The third man was through the gate and pressing toward the barricade. The fourth held inside the tunnel opening.
"Back!" the fourth man called, to the third, not toward the militia. "It’s done, get back!"
The third man looked at what was on the steps and at Harr. He stopped.
The fourth man looked at Harr directly. "There’ll be more."
"Then bring them," Harr said.
The man at the retaining wall base had stopped screaming. The sound had dropped to something lower, less rhythmic, the kind a man makes when he has numb to a condition. The fourth man watched him for a moment. Then he turned back through the gate. The third man followed.
From the left building’s second floor, "Window’s off the plaza. He’s watching the barricade."
Sig was already moving. He got his arms under the wounded man’s shoulders. The other soldier took the legs. The wounded man made a sound when the leg was lifted, a tight involuntary noise from the movement of a joint that had nothing holding it anymore.
They crossed the remaining distance at the fastest pace the combined load and the need to stay low allowed.

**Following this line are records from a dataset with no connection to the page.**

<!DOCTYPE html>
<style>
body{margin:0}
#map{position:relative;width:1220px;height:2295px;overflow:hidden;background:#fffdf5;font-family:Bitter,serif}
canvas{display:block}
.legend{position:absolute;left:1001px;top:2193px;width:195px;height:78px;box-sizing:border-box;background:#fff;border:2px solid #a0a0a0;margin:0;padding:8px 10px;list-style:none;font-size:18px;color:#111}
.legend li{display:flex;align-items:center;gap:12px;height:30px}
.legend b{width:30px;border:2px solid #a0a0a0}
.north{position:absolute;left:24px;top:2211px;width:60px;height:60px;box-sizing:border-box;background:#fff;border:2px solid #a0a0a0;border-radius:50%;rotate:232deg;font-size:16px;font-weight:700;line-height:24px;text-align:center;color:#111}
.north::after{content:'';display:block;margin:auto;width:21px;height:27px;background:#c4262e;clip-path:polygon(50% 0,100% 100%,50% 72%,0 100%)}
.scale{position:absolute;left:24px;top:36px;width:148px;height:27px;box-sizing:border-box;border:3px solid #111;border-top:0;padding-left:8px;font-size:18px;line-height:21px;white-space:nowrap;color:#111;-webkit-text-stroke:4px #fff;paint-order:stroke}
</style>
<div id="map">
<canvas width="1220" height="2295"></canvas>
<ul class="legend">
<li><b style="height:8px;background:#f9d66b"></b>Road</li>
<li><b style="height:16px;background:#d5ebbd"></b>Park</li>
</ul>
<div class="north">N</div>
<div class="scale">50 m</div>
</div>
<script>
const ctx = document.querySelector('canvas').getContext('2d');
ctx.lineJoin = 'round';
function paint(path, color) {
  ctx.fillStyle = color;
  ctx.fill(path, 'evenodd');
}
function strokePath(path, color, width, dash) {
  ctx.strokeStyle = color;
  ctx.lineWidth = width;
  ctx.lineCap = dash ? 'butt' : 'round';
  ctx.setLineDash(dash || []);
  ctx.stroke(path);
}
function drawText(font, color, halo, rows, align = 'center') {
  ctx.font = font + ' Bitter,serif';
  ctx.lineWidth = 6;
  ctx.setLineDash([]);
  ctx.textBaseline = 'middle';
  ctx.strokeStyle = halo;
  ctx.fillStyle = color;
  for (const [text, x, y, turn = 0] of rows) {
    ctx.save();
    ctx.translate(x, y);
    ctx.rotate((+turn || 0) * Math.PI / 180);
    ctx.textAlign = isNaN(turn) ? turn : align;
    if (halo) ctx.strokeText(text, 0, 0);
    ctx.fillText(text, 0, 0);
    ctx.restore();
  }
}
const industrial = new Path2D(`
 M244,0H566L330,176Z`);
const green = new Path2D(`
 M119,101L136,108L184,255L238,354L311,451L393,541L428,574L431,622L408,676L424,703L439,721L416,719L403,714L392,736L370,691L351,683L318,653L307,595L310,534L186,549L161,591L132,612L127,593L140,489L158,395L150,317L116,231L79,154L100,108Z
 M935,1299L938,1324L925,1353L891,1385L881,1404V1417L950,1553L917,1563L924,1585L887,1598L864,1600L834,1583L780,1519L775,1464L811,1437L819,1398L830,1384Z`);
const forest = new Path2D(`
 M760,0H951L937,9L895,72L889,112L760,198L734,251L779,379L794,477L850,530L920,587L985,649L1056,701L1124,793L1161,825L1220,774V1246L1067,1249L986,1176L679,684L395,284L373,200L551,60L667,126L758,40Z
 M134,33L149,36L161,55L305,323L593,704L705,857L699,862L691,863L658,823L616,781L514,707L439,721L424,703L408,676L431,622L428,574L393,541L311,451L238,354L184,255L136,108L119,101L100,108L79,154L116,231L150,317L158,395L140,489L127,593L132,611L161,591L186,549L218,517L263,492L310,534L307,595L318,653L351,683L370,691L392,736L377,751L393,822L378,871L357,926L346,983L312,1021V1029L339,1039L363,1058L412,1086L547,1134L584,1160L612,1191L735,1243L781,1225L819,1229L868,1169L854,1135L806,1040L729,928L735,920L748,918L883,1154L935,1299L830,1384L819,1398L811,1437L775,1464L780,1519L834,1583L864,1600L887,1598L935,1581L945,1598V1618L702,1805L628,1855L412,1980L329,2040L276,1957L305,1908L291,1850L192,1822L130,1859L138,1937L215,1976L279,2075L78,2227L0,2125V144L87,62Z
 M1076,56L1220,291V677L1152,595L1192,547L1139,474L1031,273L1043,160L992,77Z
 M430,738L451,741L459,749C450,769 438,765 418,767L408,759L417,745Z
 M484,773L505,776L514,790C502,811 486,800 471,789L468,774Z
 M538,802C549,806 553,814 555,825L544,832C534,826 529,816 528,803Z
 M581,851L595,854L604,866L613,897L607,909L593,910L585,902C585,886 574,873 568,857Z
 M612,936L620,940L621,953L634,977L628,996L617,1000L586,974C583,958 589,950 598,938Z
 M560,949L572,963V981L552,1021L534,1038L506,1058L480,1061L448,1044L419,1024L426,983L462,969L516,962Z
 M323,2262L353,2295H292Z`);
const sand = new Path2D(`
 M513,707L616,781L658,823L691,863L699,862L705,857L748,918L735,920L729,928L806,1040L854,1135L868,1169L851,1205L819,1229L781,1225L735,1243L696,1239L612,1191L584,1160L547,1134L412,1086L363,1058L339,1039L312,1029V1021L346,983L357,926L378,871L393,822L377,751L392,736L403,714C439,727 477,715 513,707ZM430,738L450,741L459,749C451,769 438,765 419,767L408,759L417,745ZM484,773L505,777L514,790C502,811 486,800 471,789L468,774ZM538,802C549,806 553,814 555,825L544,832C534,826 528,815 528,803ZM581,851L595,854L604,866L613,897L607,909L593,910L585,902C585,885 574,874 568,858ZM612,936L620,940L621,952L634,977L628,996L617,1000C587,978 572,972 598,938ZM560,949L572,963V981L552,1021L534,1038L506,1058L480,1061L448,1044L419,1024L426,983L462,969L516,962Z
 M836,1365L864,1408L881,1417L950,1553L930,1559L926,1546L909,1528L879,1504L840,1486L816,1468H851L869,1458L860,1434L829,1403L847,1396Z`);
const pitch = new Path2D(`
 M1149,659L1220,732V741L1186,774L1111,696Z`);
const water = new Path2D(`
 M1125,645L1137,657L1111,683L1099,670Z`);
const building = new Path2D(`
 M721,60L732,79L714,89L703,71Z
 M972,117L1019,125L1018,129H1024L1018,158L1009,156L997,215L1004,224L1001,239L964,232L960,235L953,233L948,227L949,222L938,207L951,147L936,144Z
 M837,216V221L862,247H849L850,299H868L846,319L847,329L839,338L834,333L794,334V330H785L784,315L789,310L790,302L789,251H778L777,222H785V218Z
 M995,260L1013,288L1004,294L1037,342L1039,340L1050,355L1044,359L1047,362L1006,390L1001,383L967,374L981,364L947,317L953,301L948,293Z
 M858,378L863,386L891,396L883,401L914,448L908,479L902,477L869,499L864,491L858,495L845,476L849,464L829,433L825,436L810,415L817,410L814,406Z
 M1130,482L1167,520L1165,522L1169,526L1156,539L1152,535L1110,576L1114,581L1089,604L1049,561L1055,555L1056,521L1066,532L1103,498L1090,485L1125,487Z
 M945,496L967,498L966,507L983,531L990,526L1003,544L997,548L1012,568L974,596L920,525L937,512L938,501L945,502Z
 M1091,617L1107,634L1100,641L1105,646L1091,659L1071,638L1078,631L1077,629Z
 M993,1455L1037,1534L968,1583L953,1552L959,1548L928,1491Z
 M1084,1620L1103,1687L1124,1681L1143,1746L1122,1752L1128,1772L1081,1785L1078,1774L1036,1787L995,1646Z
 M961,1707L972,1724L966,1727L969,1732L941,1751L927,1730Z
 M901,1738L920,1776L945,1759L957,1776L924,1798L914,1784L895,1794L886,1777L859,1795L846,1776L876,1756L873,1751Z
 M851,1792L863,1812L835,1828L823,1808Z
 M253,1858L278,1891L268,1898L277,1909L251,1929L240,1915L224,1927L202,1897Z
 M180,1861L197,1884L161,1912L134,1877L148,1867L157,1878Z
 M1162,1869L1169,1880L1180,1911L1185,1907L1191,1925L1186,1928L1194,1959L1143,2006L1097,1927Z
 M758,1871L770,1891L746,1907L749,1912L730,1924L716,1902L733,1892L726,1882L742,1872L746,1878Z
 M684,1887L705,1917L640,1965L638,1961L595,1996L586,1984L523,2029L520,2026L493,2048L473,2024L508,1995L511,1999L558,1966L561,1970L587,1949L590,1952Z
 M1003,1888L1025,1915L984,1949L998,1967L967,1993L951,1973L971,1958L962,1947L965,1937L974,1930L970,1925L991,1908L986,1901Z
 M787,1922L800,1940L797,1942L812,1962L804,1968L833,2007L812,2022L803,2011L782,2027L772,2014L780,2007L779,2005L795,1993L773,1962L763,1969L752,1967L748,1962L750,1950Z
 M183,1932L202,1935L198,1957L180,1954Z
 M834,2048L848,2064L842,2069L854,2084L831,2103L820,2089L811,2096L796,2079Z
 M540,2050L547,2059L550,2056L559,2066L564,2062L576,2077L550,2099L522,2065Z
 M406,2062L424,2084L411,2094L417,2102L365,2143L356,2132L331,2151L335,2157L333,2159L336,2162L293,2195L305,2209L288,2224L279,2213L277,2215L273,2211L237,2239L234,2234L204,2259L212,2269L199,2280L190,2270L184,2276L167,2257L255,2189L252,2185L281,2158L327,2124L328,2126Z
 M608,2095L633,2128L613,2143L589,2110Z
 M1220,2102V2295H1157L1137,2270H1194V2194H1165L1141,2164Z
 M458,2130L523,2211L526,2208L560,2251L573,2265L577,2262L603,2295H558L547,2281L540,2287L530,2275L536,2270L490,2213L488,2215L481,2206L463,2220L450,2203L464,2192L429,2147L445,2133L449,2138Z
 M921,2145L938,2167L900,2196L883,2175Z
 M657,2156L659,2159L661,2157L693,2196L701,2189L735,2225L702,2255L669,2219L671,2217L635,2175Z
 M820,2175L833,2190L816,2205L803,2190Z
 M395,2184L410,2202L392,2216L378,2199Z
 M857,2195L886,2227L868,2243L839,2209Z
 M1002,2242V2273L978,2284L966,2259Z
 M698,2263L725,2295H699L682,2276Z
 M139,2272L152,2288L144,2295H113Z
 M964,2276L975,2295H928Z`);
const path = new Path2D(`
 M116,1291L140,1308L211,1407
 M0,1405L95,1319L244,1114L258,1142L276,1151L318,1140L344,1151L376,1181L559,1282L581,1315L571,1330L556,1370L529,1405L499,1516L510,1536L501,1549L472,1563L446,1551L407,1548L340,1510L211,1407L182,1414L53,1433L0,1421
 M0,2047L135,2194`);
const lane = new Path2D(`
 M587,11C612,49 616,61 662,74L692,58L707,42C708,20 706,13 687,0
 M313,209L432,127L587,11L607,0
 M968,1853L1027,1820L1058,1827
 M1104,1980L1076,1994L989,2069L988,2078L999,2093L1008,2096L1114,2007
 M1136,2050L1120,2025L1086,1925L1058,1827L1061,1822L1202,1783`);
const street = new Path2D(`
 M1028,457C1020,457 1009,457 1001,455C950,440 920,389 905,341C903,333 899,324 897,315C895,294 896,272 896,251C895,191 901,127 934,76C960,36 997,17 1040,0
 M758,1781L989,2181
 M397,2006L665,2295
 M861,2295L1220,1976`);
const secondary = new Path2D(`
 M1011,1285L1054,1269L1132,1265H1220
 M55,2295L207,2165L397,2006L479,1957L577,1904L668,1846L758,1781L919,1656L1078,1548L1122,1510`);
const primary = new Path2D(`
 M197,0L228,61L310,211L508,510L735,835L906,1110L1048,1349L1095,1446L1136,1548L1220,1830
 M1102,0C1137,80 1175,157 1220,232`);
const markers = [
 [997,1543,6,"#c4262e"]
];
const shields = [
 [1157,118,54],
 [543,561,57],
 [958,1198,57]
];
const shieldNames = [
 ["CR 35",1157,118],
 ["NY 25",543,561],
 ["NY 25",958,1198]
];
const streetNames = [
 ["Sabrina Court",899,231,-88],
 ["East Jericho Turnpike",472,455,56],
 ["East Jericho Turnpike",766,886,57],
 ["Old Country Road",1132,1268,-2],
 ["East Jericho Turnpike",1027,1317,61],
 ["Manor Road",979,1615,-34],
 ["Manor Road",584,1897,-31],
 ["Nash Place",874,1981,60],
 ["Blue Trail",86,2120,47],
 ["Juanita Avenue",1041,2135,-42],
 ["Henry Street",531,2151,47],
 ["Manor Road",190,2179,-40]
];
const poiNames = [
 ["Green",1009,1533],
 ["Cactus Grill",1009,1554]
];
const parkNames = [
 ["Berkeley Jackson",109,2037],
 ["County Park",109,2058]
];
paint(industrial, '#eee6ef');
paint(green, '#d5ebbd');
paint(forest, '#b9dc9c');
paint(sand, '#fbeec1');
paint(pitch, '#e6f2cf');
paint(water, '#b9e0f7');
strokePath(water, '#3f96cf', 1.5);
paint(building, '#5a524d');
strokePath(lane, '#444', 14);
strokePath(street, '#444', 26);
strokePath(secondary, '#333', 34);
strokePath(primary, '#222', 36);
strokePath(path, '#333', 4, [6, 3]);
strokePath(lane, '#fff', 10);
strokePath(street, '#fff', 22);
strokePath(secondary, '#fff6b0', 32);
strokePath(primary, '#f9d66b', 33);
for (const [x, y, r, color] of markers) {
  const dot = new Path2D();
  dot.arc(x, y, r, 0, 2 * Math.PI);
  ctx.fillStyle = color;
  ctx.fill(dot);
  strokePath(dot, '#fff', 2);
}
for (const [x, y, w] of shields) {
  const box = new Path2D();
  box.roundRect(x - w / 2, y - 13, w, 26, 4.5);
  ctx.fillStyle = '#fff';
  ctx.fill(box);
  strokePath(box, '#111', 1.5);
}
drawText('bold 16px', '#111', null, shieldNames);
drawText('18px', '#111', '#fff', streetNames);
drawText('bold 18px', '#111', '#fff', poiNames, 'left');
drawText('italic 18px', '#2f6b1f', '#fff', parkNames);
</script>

Sig could not watch the right window while he was carrying.
The wounded man told him afterward the bolt had skipped off the cobblestones six inches from his trailing boot.
They came in behind the barricade crates.
"Six inches," the wounded man said.
"I heard," Sig said.
From the side alley, one of the two soldiers who had gone around appeared at the plaza’s edge. "Door’s barred from inside," he called. "We can’t shift it."
"The back window," the soldier in the left building’s second floor called down.
"One floor up," the alley soldier said.
"I know where it is."
A pause. Then the sound of someone going up the exterior stonework at the right building’s rear, boots finding purchase on the facing stones, a brief check in the rhythm where a handhold came up short, then resuming. The right window shadow had returned to watching the plaza, turned toward the barricade and the gate.
It did not see what was coming from behind.
The back shutter gave inward. A held moment. Then footsteps on the floor above, moving toward the center of the room, and the shadow in the right window turned away from the plaza.